The Holocaust: What They Didn’t Tell You
Hitler stepped over the line of no return and essentially declared war upon the Jews.
Anti-Semitism existed long before the time of the Holocaust. It dates back to the early centuries AD, around the time Christianity spurred as a religion all over the eastern world. Christian Anti-Semitism was prevalent very soon after its creation. Constantine the Great of the Holy Roman Empire demanded Jews convert to Christianity, but they resented and he made their life a complete and utter hell for it.
Both the Church and the State made moves towards the Jewish population, just like Hitler’s regime would centuries later. Hitler stared his movement by gradually stripping the rights, boycotting shops, taking away citizenship, and sterilizing of the Jews. Krystalnacht played an integral role within the switch from Phase I to Hitler’s Final Solution. During Krystalnacht, the Germans caused so much damage upon the Jews and blamed them as well. They showed no mercy and burned all the synagogues and religious scripts. Hitler stepped over the line of no return and essentially declared war upon the Jews. He was not interested in making the Jews feel absolute misery; he was now focused on annihilating them. The Final Solution was now in step, and on the night of Krystallnacht he started to deport thousands of Jews to the concentration camps where six million would eventually die.

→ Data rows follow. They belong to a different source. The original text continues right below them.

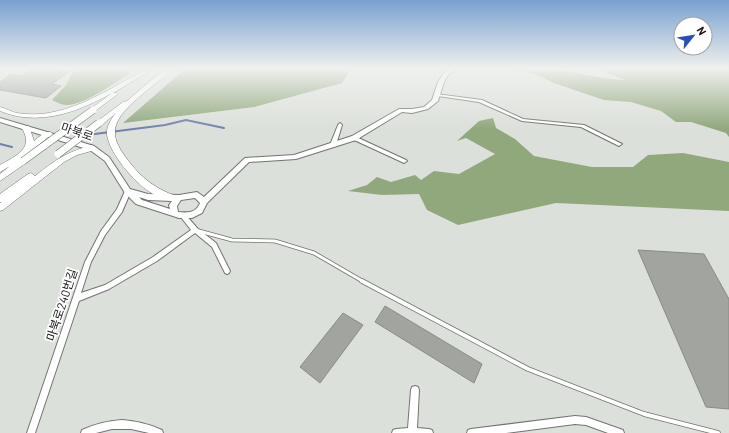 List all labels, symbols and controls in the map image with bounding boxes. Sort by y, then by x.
north arrow [673,16,713,56]
text: N [695,24,710,37]
street label: 마북로 [59,119,95,143]
street label: 마북로240번길 [43,267,79,343] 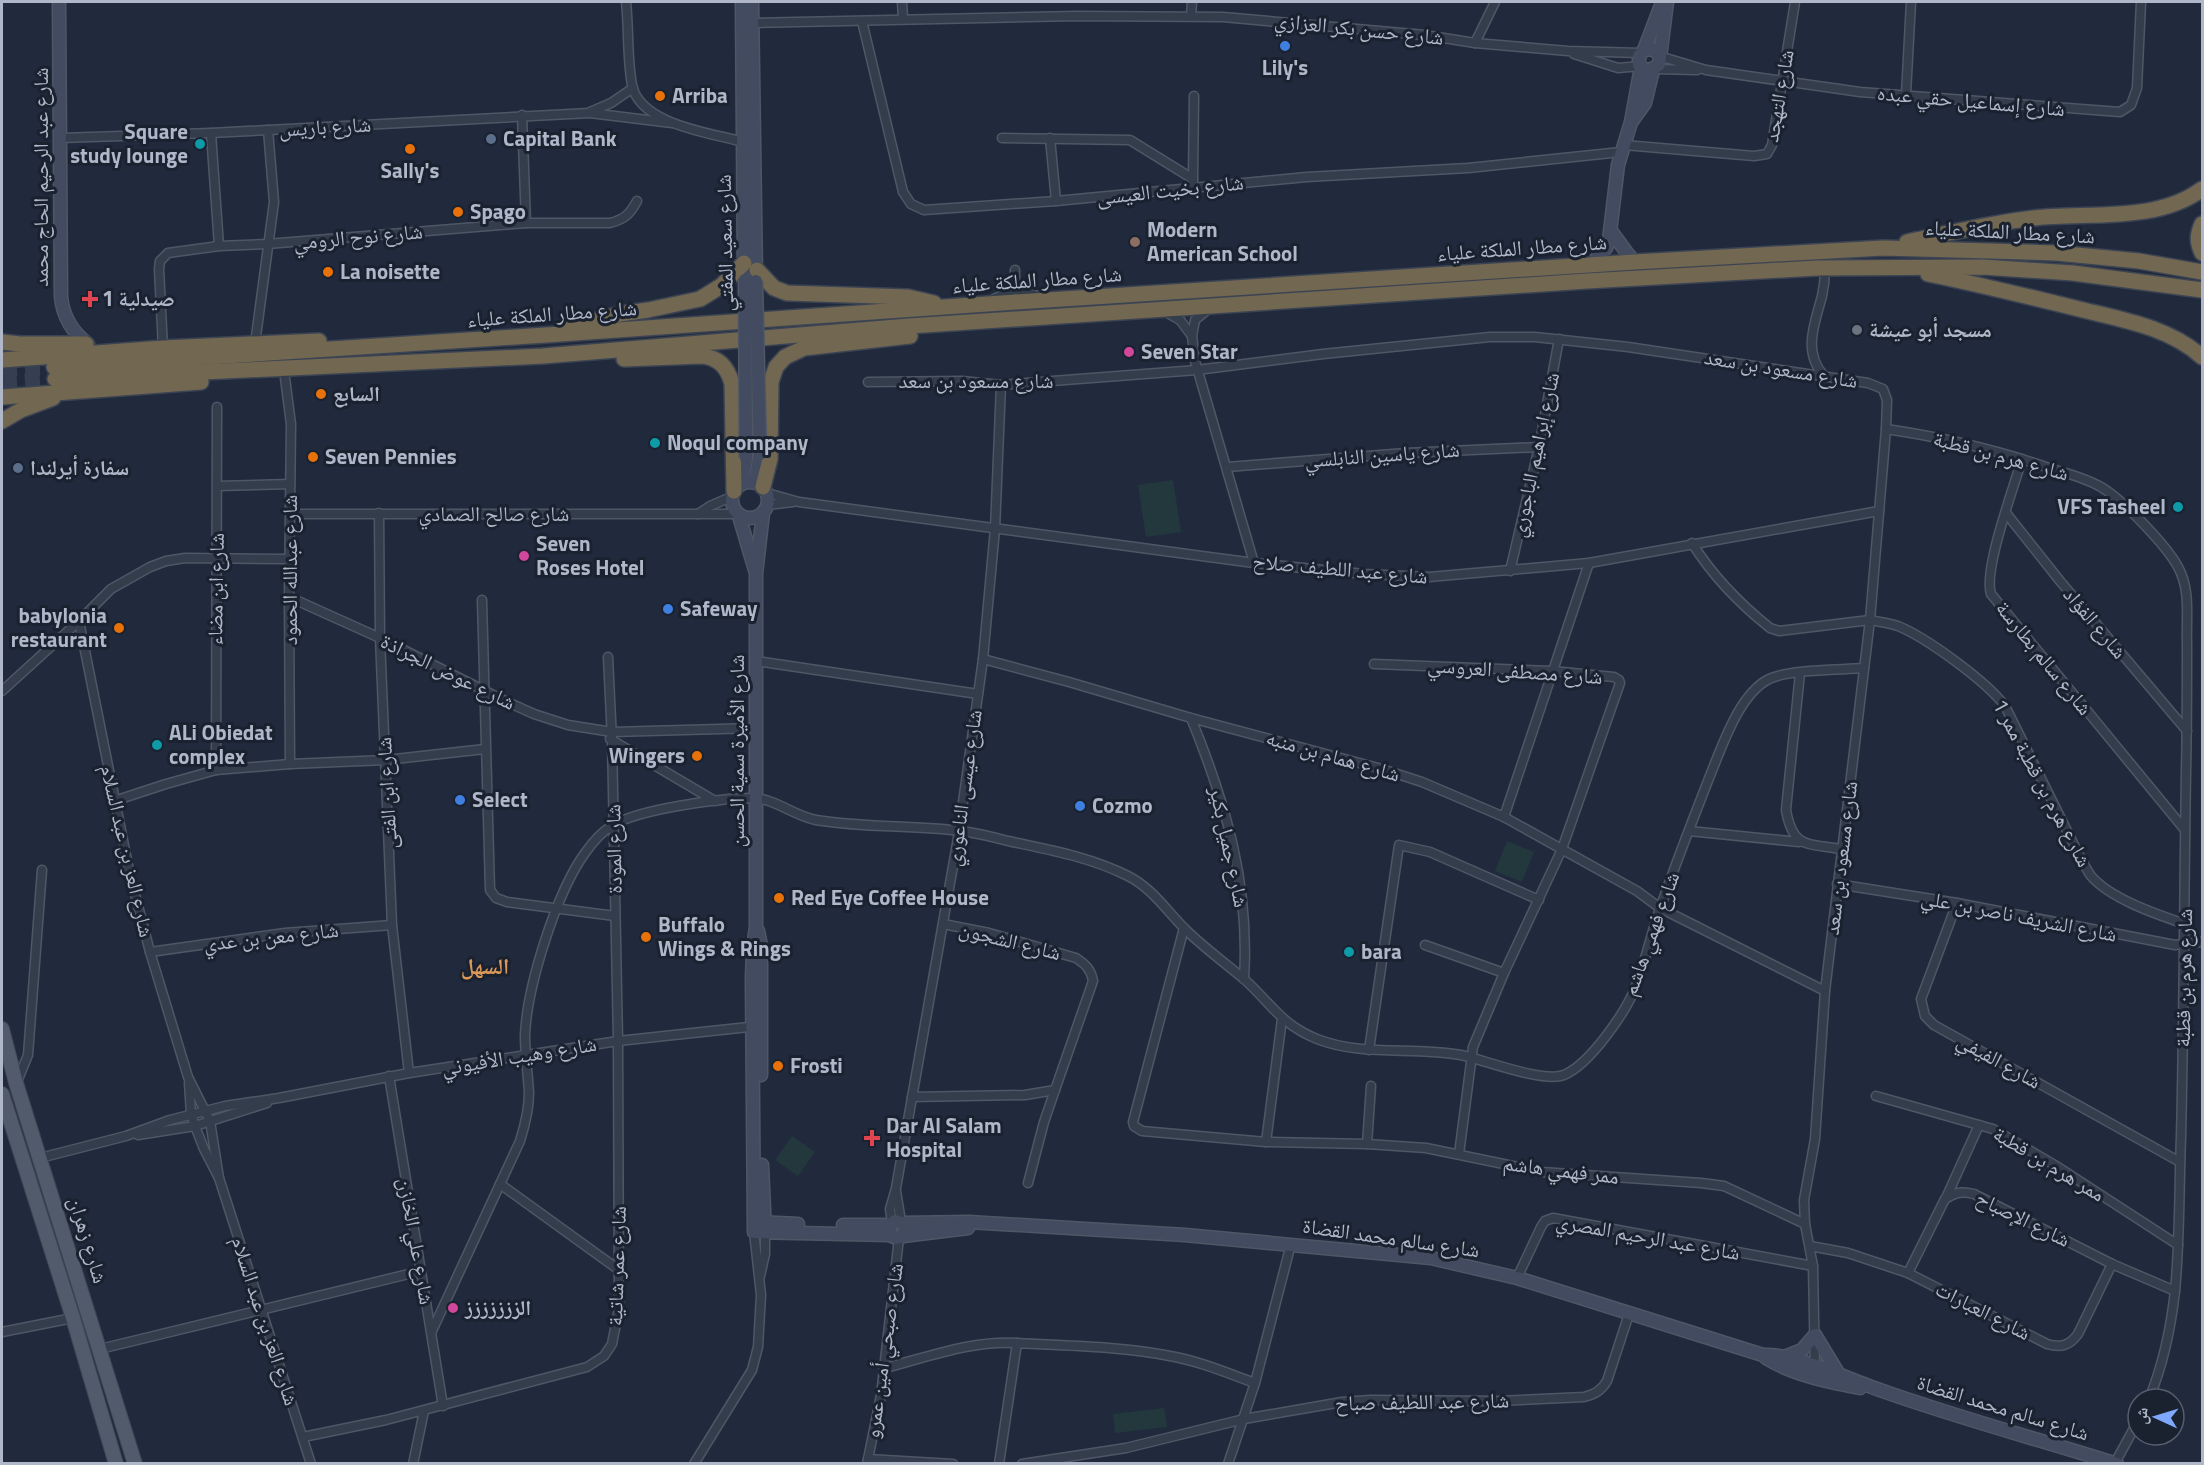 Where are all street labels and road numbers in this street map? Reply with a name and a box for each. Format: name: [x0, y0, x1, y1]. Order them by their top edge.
street label: شارع حسن بكر العزازي: [1273, 3, 1445, 54]
street label: شارع التهجد: [1754, 47, 1802, 145]
street label: شارع عبد الرحيم الحاج محمد: [24, 67, 56, 287]
street label: شارع إسماعيل حقي عبده: [1876, 76, 2066, 125]
street label: شارع باريس: [278, 108, 372, 144]
street label: شارع بخيت العيسى: [1095, 165, 1245, 213]
street label: شارع سعيد المفتي: [707, 174, 743, 312]
street label: شارع مطار الملكة علياء: [1924, 211, 2096, 251]
street label: شارع نوح الرومي: [292, 214, 424, 259]
street label: شارع مطار الملكة علياء: [1436, 225, 1608, 269]
street label: شارع مطار الملكة علياء: [951, 257, 1123, 301]
street label: شارع مطار الملكة علياء: [466, 291, 638, 335]
street label: شارع مسعود بن سعد: [1702, 340, 1860, 396]
street label: شارع مسعود بن سعد: [898, 364, 1054, 396]
street label: شارع إبراهيم الباجوري: [1501, 369, 1568, 541]
street label: شارع هرم بن قطبة: [1930, 422, 2072, 488]
street label: شارع ياسين النابلسي: [1303, 433, 1461, 477]
street label: شارع عبدالله الحمود: [273, 495, 305, 645]
street label: شارع صالح الصمادي: [419, 497, 569, 530]
street label: شارع ابن مضاء: [198, 532, 232, 646]
street label: شارع عبد اللطيف صلاح: [1251, 544, 1429, 592]
street label: شارع الفؤاد: [2056, 579, 2136, 665]
street label: شارع سالم بطارسة: [1988, 593, 2101, 722]
street label: شارع عوض الجراذة: [375, 625, 521, 718]
street label: شارع مصطفى العروسي: [1426, 648, 1604, 693]
street label: شارع الأميرة سمية الحسن: [720, 654, 752, 848]
street label: شارع هرم بن قطبة ممر 1: [1985, 693, 2101, 872]
street label: شارع عيسى الناعوري: [936, 707, 991, 869]
street label: شارع همام بن منبه: [1262, 721, 1404, 789]
street label: شارع ابن الفتى: [367, 736, 405, 850]
street label: شارع العز بن عبد السلام: [93, 761, 163, 940]
street label: شارع مسعود بن سعد: [1815, 779, 1865, 937]
street label: شارع جميل بكير: [1201, 783, 1258, 910]
street label: شارع المودة: [596, 804, 630, 894]
street label: شارع فهمي هاشم: [1613, 867, 1689, 1001]
street label: شارع الشريف ناصر بن علي: [1918, 880, 2120, 951]
street label: شارع هرم بن قطبة: [2166, 908, 2200, 1048]
street label: شارع الشجون: [956, 912, 1065, 968]
street label: شارع معن بن عدي: [202, 913, 340, 960]
street label: شارع الفيفي: [1951, 1024, 2048, 1098]
street label: شارع وهيب الأفيوني: [439, 1027, 599, 1084]
street label: ممر هرم بن قطبة: [1987, 1117, 2112, 1209]
street label: ممر فهمي هاشم: [1501, 1146, 1621, 1193]
street label: شارع علي الخازن: [389, 1175, 444, 1307]
street label: شارع الإصباح: [1971, 1181, 2076, 1255]
street label: شارع زهران: [61, 1192, 117, 1287]
street label: شارع عبد الرحيم المصري: [1553, 1204, 1743, 1269]
street label: شارع عمر شاتية: [598, 1205, 634, 1327]
street label: شارع سالم محمد القضاة: [1301, 1209, 1482, 1265]
street label: شارع العز بن عبد السلام: [224, 1232, 308, 1409]
street label: شارع صبحي أمين عمرو: [855, 1261, 912, 1441]
street label: شارع العبارات: [1930, 1272, 2037, 1348]
street label: شارع سالم محمد القضاة: [1913, 1366, 2093, 1448]
street label: شارع عبد اللطيف صباح: [1335, 1383, 1509, 1419]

Identity, membership, and universe of obligation were the governing ideas that surrounded the Holocaust. The Jews were forced to accept their identities and were prosecuted for who they were by the Nazis. The Jews banded together in resistance and became members of the resistance against Hitler, and they felt obligated to each other as well as themselves to fight for what they believed in and to mark themselves upon the Earth as a worthy and equal people. The Jews all stood up for their freedom, but some extraordinary people made a special effort to lead the resistance and they were the upstanders.
They were not afraid of their fate, and they knew only that they were obligated to their fellow Jews to lead the effort. There were no Jewish bystanders to my knowledge, and I don’t consider the ones who were lucky enough not to be deported as bystanders. Every Jew, even today, still suffers the Holocaust. The Germans had a choice to accept the Nazi identity, the identity that would help the Jews, or the bystander identity. The majority chose the Nazi, but many also joined the Jewish cause. The people who helped the Jews felt obligated to them and the human race as a whole, and they acted on it for what they believed to be morally correct.